• Exercise prompt
Calculate how many lines in the following records hold the word "headline", and report that number without comment.

[Dataset entries]

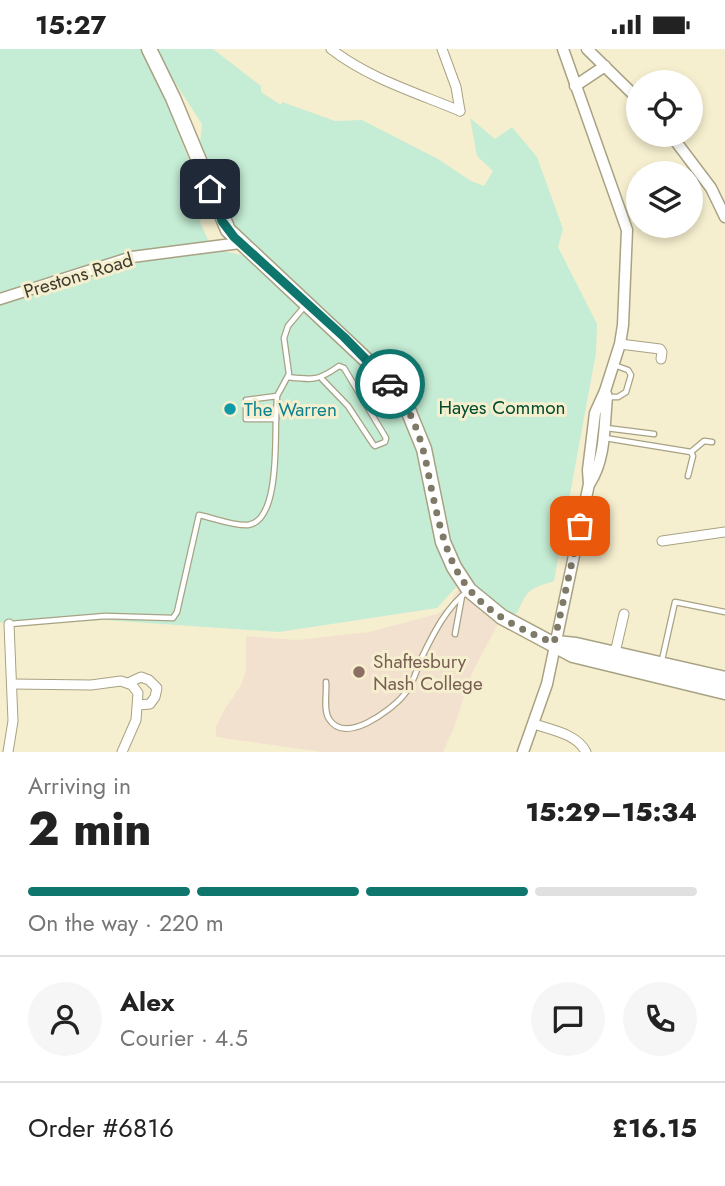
<!DOCTYPE html>
<html lang="en">
<head>
<meta charset="utf-8">
<style>
  body { margin:0; font-family:Jost,sans-serif; background:#f6f6f6; color:#222; height:100vh; display:flex; flex-direction:column; font-size:26px; white-space:nowrap }
  * { box-sizing:border-box; margin:0 }
  p { font-size:23px; color:#767676 }
  .icon { flex:none; width:38px; height:38px; fill:none; stroke:currentColor; stroke-width:2; stroke-linecap:round; stroke-linejoin:round }
  .map { position:relative; height:703px; overflow:hidden }
  .drawer { display:flex; flex-direction:column; background:#fff; flex:1 }
  .drawer>* { flex:none }
  .tools { position:absolute; left:626px; top:21px; display:grid; gap:14px }
  .tools a { display:grid; place-items:center; width:77px; height:77px; border-radius:50%; background:#fff; box-shadow:0 4px 10px #0003; font-size:35px }
  .pin { position:absolute; display:grid; place-items:center; width:60px; height:60px; color:#fff; margin:-30px; border-radius:14px; box-shadow:0 4px 10px #0006 }
  .courier { position:absolute; display:grid; place-items:center; width:70px; height:70px; margin:-35px; border:5px solid #0f766e; border-radius:50%; background:#fff; color:#222; box-shadow:0 2px 9px #0007 }
  .headline em { font-style:normal; font-weight:800 }
  .headline div { display:flex; flex-direction:column-reverse }
  .headline { display:flex; align-items:center; justify-content:space-between; height:119px; padding:0 28px }
  h1 { font-size:46px; font-weight:800; line-height:52px }
  .bar { display:grid; grid-template-columns:repeat(4,1fr); gap:10px 7px; align-content:center; height:84px; padding:0 28px }
  .bar i { height:9px; border-radius:5px; background:#e0e0e0 }
  .bar .current { background:#0f766e }
  .bar p { grid-column:span 4 }
  .line { display:flex; align-items:center; gap:18px; padding:0 28px; border-top:2px solid #e0e0e0 }
  .line div { flex:1 }
  .round { display:grid; place-items:center; flex:none; width:74px; height:74px; border-radius:37px; background:#f6f6f6 }
  .status { display:flex; justify-content:space-between; align-items:center; height:49px; padding:0 35px; background:#fff; direction:ltr }
  .status svg { height:19px; fill:currentColor }
  .map>svg:first-child { display:block }
  .education { fill:#f3e1d0 }
  .green { fill:#c5ecd4 }
  .lines { fill:none; stroke-linecap:round; stroke-linejoin:round }
  .service-casing { stroke:#a8a284; stroke-width:7 }
  .minor-casing { stroke:#a8a284; stroke-width:11 }
  .tertiary-casing { stroke:#a8a284; stroke-width:13 }
  .trunk-casing { stroke:#a8a284; stroke-width:17 }
  .service { stroke:#fff; stroke-width:4.5 }
  .minor { stroke:#fff; stroke-width:9 }
  .tertiary { stroke:#fff; stroke-width:10 }
  .trunk { stroke:#fff; stroke-width:14 }
  .done { stroke:#7e7a67; stroke-width:7; stroke-dasharray:0 12.6 }
  .route { stroke:#0f766e; stroke-width:9 }
  .culture-dot { fill:#0f9aa8; stroke:#f6efcf; stroke-width:2.5 }
  .education-dot { fill:#8d6e63; stroke:#f6efcf; stroke-width:2.5 }
  .labels { text-anchor:middle; stroke-width:6; stroke-linejoin:round; paint-order:stroke }
  .street-label { font-size:19px; fill:#3e3b2f; stroke:#f6efcf }
  .park-label { font-size:19px; fill:#004d2e; stroke:#f6efcf }
  .culture-label { font-size:19px; fill:#0d838f; stroke:#f6efcf; text-anchor:start }
  .education-label { font-size:19px; fill:#785e54; stroke:#f6efcf; text-anchor:start }
</style>
</head>
<body>
<div class="status"><b>15:27</b><svg viewBox="0 0 49 12"><path d="M0 12V9h3v3zM5 12V6h3v6zM10 12V3h3v9zM15 12V0h3v12zM26 1h20v11H26zM47 4h2v5h-2z"/></svg></div>
<div class="map">
<svg width="725" height="703" viewBox="0 0 725 703">
  <rect width="100%" height="100%" fill="#f6efcf"/>
  <polygon class="education" points="458,541 500,571 472,624 453,681 443,703 322,703 216,688 216,678 226,658 240,638 246,622 246,587 297,591 369,583 437,565 447,559"/>
  <g class="green">
    <polygon points="0,0 142,0 155,24 205,152 200,173 214,204 223,202 246,207 397,348 420,399 458,536 437,559 279,583 104,571 14,577 0,573"/>
    <path d="M158 0H213L261 37V43L281 56 282 53 335 72 362 71 438 110 471 132 484 137 493 122 477 107 470 69 495 90 512 78 537 108 563 180 558 198 597 275 596 304 554 532C529 540 528 540 517 564L509 567 463 532 447 498 404 343 252 196 226 165 200 94 202 75 165 18Z"/>
  </g>
  <g class="lines">
    <g class="service-casing">
      <g id="service">
        <path d="M288 328C313 331 318 332 339 317L344 319 386 389 385 393 375 397 373 395 348 357 322 330"/>
        <polyline points="277,347 276,370 246,370 246,351 277,347 289,325 284,289 288,277 304,258"/>
        <polyline points="608,348 618,348 626,343 631,326 628,321 614,316"/>
        <polyline points="606,379 654,385"/>
        <polyline points="605,389 691,403 693,407 688,427"/>
        <polyline points="691,403 704,392 712,393"/>
        <path d="M10 575 105 567 173 569 177 563 199 466C214 469 233 477 248 476 279 472 275 394 276 370"/>
        <polyline points="455,585 462,547"/>
        <polyline points="662,611 675,553 725,563"/>
        <path d="M326 633C327 644 323 661 329 670 345 696 390 662 403 647 413 636 416 622 422 608 433 585 447 557 468 542"/>
      </g>
    </g>
    <g class="minor-casing">
      <g id="minor">
        <path d="M331 0C368 29 417 44 460 62"/>
        <polyline points="442,0 456,38 460,62"/>
        <polyline points="620,295 660,300 662,303 661,310"/>
        <polyline points="662,492 725,483"/>
        <polyline points="614,608 624,565"/>
        <polyline points="128,634 141,628 149,631 157,639 155,648 150,655 138,656"/>
        <polyline points="12,635 91,636 121,632 132,636 138,644 136,671 122,703"/>
        <path d="M534 675C552 681 577 685 586 703"/>
        <polyline points="8,703 13,672 9,575"/>
      </g>
    </g>
    <g class="tertiary-casing">
      <g id="tertiary">
        <polyline points="587,0 639,51"/>
        <polyline points="575,37 605,17"/>
        <polyline points="671,86 711,139 725,168"/>
        <polyline points="0,250 132,208 240,194"/>
        <path d="M590 434C606 409 604 376 607 348L605 342"/>
        <polyline points="523,703 547,635 589,435 588,421 595,364 605,342 620,295 623,276 627,181 563,0"/>
      </g>
    </g>
    <g class="trunk-casing">
      <g id="trunk">
        <polyline points="149,0 173,49 228,181 359,304 389,333 406,356 424,400 443,493 454,518 469,541 502,568 573,606 725,643"/>
        <polyline points="556,594 576,596 725,630"/>
      </g>
    </g>
    <use href="#service" class="service"/>
    <use href="#minor" class="minor"/>
    <use href="#tertiary" class="tertiary"/>
    <use href="#trunk" class="trunk"/>
  </g>
  <g class="lines">
    <path class="done" d="M390 335C413 361 423 394 429 428 448 522 460 557 554 594L580 477"/>
    <polyline class="route" points="210,140 222,172 234,188 344,288 390,335"/>
  </g>
  <circle class="culture-dot" cx="230" cy="360" r="7"/>
  <circle class="education-dot" cx="359" cy="623" r="7"/>
  <g class="labels">
    <g class="street-label">
      <text transform="translate(78 226) rotate(-17)" y="7">Prestons Road</text>
    </g>
    <g class="park-label">
      <text x="502" y="365">Hayes Common</text>
    </g>
    <g class="culture-label">
      <text x="244" y="367">The Warren</text>
    </g>
    <g class="education-label">
      <text x="373" y="619">Shaftesbury<tspan x="373" dy="22">Nash College</tspan></text>
    </g>
  </g>
</svg>
<div class="tools">
<a><svg class="icon" aria-label="locate" viewBox="0 0 24 24"><circle cx="12" cy="12" r="6"/><path d="M12 2v4M12 18v4M2 12h4M18 12h4"/></svg></a>
<a><svg class="icon" aria-label="layers" viewBox="0 0 24 24"><path d="M12 4l9 5-9 5-9-5zM3 14l9 5 9-5"/></svg></a>
</div>
<div class="pin" style="left:580px;top:477px;background:#ea580c"><svg class="icon" aria-label="bag" viewBox="0 0 24 24"><path d="M5 8h14l-1 12H6zM9 8a3 3 0 0 1 6 0"/></svg></div>
<div class="pin" style="left:210px;top:140px;background:#1f2937"><svg class="icon" aria-label="home" viewBox="0 0 24 24"><path d="M3 11l9-7 9 7M6 9v11h12V9"/></svg></div>
<div class="courier" style="left:390px;top:335px"><svg class="icon" aria-label="car" viewBox="0 0 24 24"><path d="M5 17H2v-5l4-1 3-4h7l3 4 3 1v5h-3M9 17h6M6 11h13"/><circle cx="7" cy="17" r="2"/><circle cx="17" cy="17" r="2"/></svg></div>
</div>
<section class="drawer">
<div class="headline"><div><h1>2 min</h1><p>Arriving in</p></div><em>15:29–15:34</em></div>
<div class="bar"><i class="current"></i><i class="current"></i><i class="current"></i><i></i><p>On the way · 220 m</p></div>
<div class="line" style="height:126px"><a class="round"><svg class="icon" aria-label="person" viewBox="0 0 24 24"><circle cx="12" cy="8" r="4"/><path d="M4 21q1-7 8-7t8 7"/></svg></a><div><b>Alex</b><p>Courier · 4.5</p></div><a class="round"><svg class="icon" aria-label="chat" viewBox="0 0 24 24"><path d="M4 5h16v11H9l-5 4z"/></svg></a><a class="round"><svg class="icon" aria-label="phone" viewBox="0 0 24 24"><path d="M5 4h4l2 5-3 2q2 4 5 5l2-3 5 2v4C11 20 4 13 5 4z"/></svg></a></div>
<div class="line" style="height:91px"><div>Order #6816</div><b>£16.15</b></div>
</section>
</body>
</html>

• Response to the exercise
4